No ordenamento pátrio, o contrato de compra e venda está disciplinado a partir do art. 481 do C.C1 e é definido por Caio Mário da Silva Pereira como: o contrato em que uma pessoa (vendedor) se obriga a transferir a outra pessoa (comprador) o domínio de uma coisa corpórea ou incorpórea, mediante o pagamento de certo preço em dinheiro ou valor fiduciário correspondente2.

Na sistemática civil da França (Arts. 1.582 e 1.583)3 e da Itália (Art. 1.470)4 o contrato de compra e venda é instrumento hábil para transferir a propriedade, portanto, produz eficácia real5.

 

O Brasil adotou o sistema romano6 (traditionibus et usucapionibus dominia rerum, non nudis pactis trasnferuntur, a máxima romana que significa: o domínio das coisas transfere-se por tradição e usucapião, jamais por simples pactos) e germânico (neste sistema, o ato jurídico que cria a obrigação de transferir a propriedade é independente do ato pelo qual a propriedade se transfere. Portanto, é necessária a realização de outro negócio, e é, por seu intermédio, que se verifica a inscrição no Registro Imobiliário de que resulta a transmissão do domínio)7 não conferindo eficácia translativa, em outras palavras, o contrato não possui caráter real, mas meramente obrigacional.

 

Destarte, o contrato de compra e venda gera direito pessoal, uma vez que o credor (comprador) exigirá da pessoa do devedor (vendedor) a obrigação de transferir o domínio (naturalmente, desde que cumpridos os requisitos para tanto).
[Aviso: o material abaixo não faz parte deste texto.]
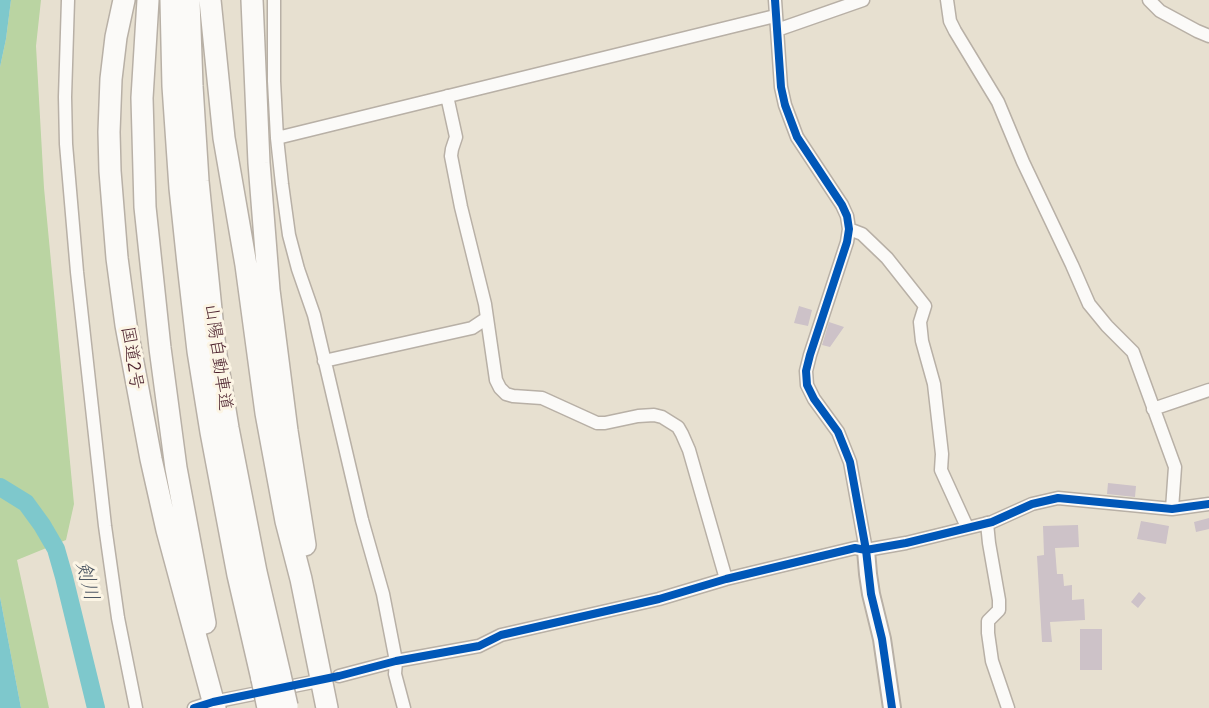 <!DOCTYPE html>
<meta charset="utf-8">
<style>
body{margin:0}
canvas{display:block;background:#e7e0d0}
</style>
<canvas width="1209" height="708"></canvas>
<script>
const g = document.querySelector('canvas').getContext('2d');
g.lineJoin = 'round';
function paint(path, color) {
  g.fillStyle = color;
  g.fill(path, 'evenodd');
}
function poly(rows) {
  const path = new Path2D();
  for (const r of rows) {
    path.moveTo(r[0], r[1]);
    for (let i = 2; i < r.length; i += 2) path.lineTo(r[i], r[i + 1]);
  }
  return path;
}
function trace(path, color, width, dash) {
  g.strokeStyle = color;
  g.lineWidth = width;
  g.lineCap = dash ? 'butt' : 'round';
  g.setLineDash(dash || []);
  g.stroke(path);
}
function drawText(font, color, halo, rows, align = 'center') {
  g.font = font + ' Delius,"Klee One",sans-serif';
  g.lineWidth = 6;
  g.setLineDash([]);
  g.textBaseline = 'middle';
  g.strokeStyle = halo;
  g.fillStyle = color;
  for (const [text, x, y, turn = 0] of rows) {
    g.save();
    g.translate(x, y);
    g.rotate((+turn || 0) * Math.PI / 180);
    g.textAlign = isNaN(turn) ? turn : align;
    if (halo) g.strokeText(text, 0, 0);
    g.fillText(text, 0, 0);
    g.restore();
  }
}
paint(poly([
 [11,0,41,0,36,46,44,188,74,504,66,540,17,560,49,708,21,708,0,597,0,67,6,39]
]), '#bad4a2');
paint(poly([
 [0,0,11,0,6,39,0,67],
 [0,597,21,708,0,708]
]), '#7ec8cc');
trace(poly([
 [0,487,26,503,42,525,56,549,64,577,96,708]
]), '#7ec8cc', 18);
paint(poly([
 [799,306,812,310,808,326,794,323],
 [829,322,844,327,830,347,822,345],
 [1108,483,1136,486,1135,497,1107,494],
 [1209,518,1209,529,1196,532,1194,522],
 [1141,521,1169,526,1166,544,1137,539],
 [1078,525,1079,547,1055,548,1057,574,1063,574,1064,586,1072,585,1072,600,1084,599,1085,620,1050,622,1052,642,1042,642,1037,556,1044,555,1043,526],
 [1139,592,1146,598,1138,608,1131,602],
 [1080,629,1102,629,1102,670,1080,670]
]), '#cdc2c8');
const street = poly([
 [68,0,65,97,66,144,77,272,105,526,118,618,136,708],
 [274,0,274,81,277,138,282,184,289,235,298,269,314,315,362,520,383,594,396,661,395,674,404,708],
 [775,0,781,87,785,105,797,137,842,205,847,216,849,229,847,242,810,355,806,371,807,385,814,399,838,432,850,462,866,550],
 [947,0,950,21,955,31,998,102,1023,162,1072,265,1089,304,1107,326,1133,352,1175,467,1172,509],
 [1149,0,1160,11,1197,31,1209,36],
 [777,30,863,0],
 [447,96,456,137,452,149,451,156,461,207,485,304,496,380,500,388,506,394,513,396,542,398,597,423,605,423,638,416,654,415,662,417,678,427,682,434,689,450,726,579],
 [277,138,775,16],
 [849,229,862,234,887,258,925,306,920,322,922,341,934,384,942,454,941,470,967,527],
 [324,361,472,328,487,318],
 [1153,409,1209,390],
 [987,523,989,543,999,600,999,610,988,621,988,633,992,661,1008,708],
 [339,676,396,661,479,646,501,635,659,599,726,579,855,548,866,550,906,543,992,522,1032,504,1058,498,1172,509,1209,504],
 [194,708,213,702,318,681]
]);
const secondary = poly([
 [866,550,868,574,871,594,882,639,892,708]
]);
const highway = poly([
 [124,0,116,37,111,79,109,132,110,171,117,258,126,325,151,459,167,530,215,708],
 [148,0,142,98,145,207,160,348,176,468,205,623],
 [171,0,173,86,180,188,188,264,198,351,211,432,238,575,262,679],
 [189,0,192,86,198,181,215,349,228,428,256,572,280,675],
 [210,0,224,138,246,265,266,413,286,521,301,579,327,708],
 [252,0,259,163,269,290,287,431,305,545]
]);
trace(street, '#b8b0a6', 15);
trace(secondary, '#b8b0a6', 20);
trace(highway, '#b8b0a6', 24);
trace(street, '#fbfaf8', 12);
trace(secondary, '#fbfaf8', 16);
trace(highway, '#fbfaf8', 21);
const highwayBridge = poly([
 [280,675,287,706],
 [262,679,268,708]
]);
trace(highwayBridge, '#b8b0a6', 24, []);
trace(highwayBridge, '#fbfaf8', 21);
trace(poly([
 [775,0,781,87,785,105,797,137,842,205,847,216,849,229,847,242,810,355,806,371,807,385,814,399,838,432,850,462,866,550,871,594,882,639,892,708],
 [194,708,213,702,339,676,396,661,479,646,501,635,659,599,726,579,855,548,866,550,906,543,992,522,1032,504,1058,498,1172,509,1209,504]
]), '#0057b8', 8);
drawText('18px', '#4a1f2b', '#fcf5e5', [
 ["山陽自動車道",218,357,82],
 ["国道2号",132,358,81]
]);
drawText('italic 20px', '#4c5663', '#fcf5e5', [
 ["剣川",87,581,76]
]);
</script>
Por isso, ao adquirente que paga o preço da coisa e verifica que o vendedor alienou o bem à terceiro, não há direito de reivindicação (pois trata-se de direito exclusivo do proprietário), nesse caso, poderá o credor (comprador) exigir o equivalente e eventuais perdas e danos que forem comprovadas.  

 

É acertada a afirmação de que no Brasil nenhum contrato transfere propriedade, já que no caso dos bens móveis a propriedade só será transferida com a tradição8 e, nos bens imóveis a propriedade só será adquirida com o registro do título translativo9. Todavia, podemos como exceção o Decreto-Lei 3.545/41 que regula a compra e venda de títulos da dívida pública da União dos Estados e dos Municípios, em seu art. 8º: "A celebração do contrato transfere imediatamente ao comprador a propriedade do título."

 

Para a jurista Maria Helena Diniz há ainda outra exceção, o Art. 1.361 do Código Civil dispõe que a alienação fiduciária transfere a propriedade independentemente da tradição10. Contudo, o professor e desembargador do Tribunal de Justiça de São Paulo, Francisco Loureiro, se posiciona em sentido contrário sobre o tema:

 

Antes do registro, há simples crédito, sem qualquer garantia real nem propriedade resolúvel transferida ao credor. (FRANCISCO LOUREIRO, 2019, p.1.382).11

 

A respeito de sua natureza jurídica, o contrato de compra e venda se classifica como bilateral12 ou sinalagmático (pois gera obrigações para ambos contratantes, o comprador deve transferir a propriedade com o pagamento do preço, o vendedor deverá pagar o preço acordado),  é oneroso (comprador e vendedor obtém vantagem pelos sacrifícios aos quais se obrigaram, o comprador despende valor, porém adquire a coisa, o vendedor, por seu turno, perde a coisa mas recebe contraprestação).

 

A compra e venda poderá ainda ser comutativa ou aleatória. Será comutativa quando as partes souberem previamente suas obrigações (o comprador sabe o preço a ser pago13 e o vendedor saberá qual a coisa que deverá entregar). Contudo, poderá ser aleatória quando houver risco de uma das prestações não ocorrer, ou seja, haverá para cada um dos contratantes chances de prejuízo ou de vantagem.

 

A aleatoriedade (daí a origem do vocábulo álea: sorte), merece atenção especial pois foi tratada em dispositivos próprios do Código Civil, dos quais destacamos:

 

Art. 458. Se o contrato for aleatório, por dizer respeito a coisas ou fatos futuros, cujo risco de não virem a existir um dos contratantes assuma, terá o outro direito de receber integralmente o que lhe foi prometido, desde que de sua parte não tenha havido dolo ou culpa, ainda que nada do avençado venha a existir.

 

Art. 459. Se for aleatório, por serem objeto dele coisas futuras, tomando o adquirente a si o risco de virem a existir em qualquer quantidade, terá também direito o alienante a todo o preço, desde que de sua parte não tiver concorrido culpa, ainda que a coisa venha a existir em quantidade inferior à esperada.

 

O Art. 458 retrata o instituto romano emptio spei (venda da esperança), onde um dos contratantes assumirá o risco integral quanto à existência da coisa vendida, nessa modalidade de álea, a outra parte poderá exigir o cumprimento do que foi disposto no contrato (ainda que o que foi combinado não ocorra), desde que não tenha concorrido de forma dolosa ou culposa. Ilustra Nelson Rosenvald14:

Assim, volvendo-se para a hipótese de aquisição de safra de "A" por "B" por um preço fechado - independente do quantum da produção -, caso "A", atue negligentemente no cultivo, a contraparte será legitimada a desconstituir o negócio jurídico, cabível ainda a indenização por perdas e danos (Art. 475 do CC).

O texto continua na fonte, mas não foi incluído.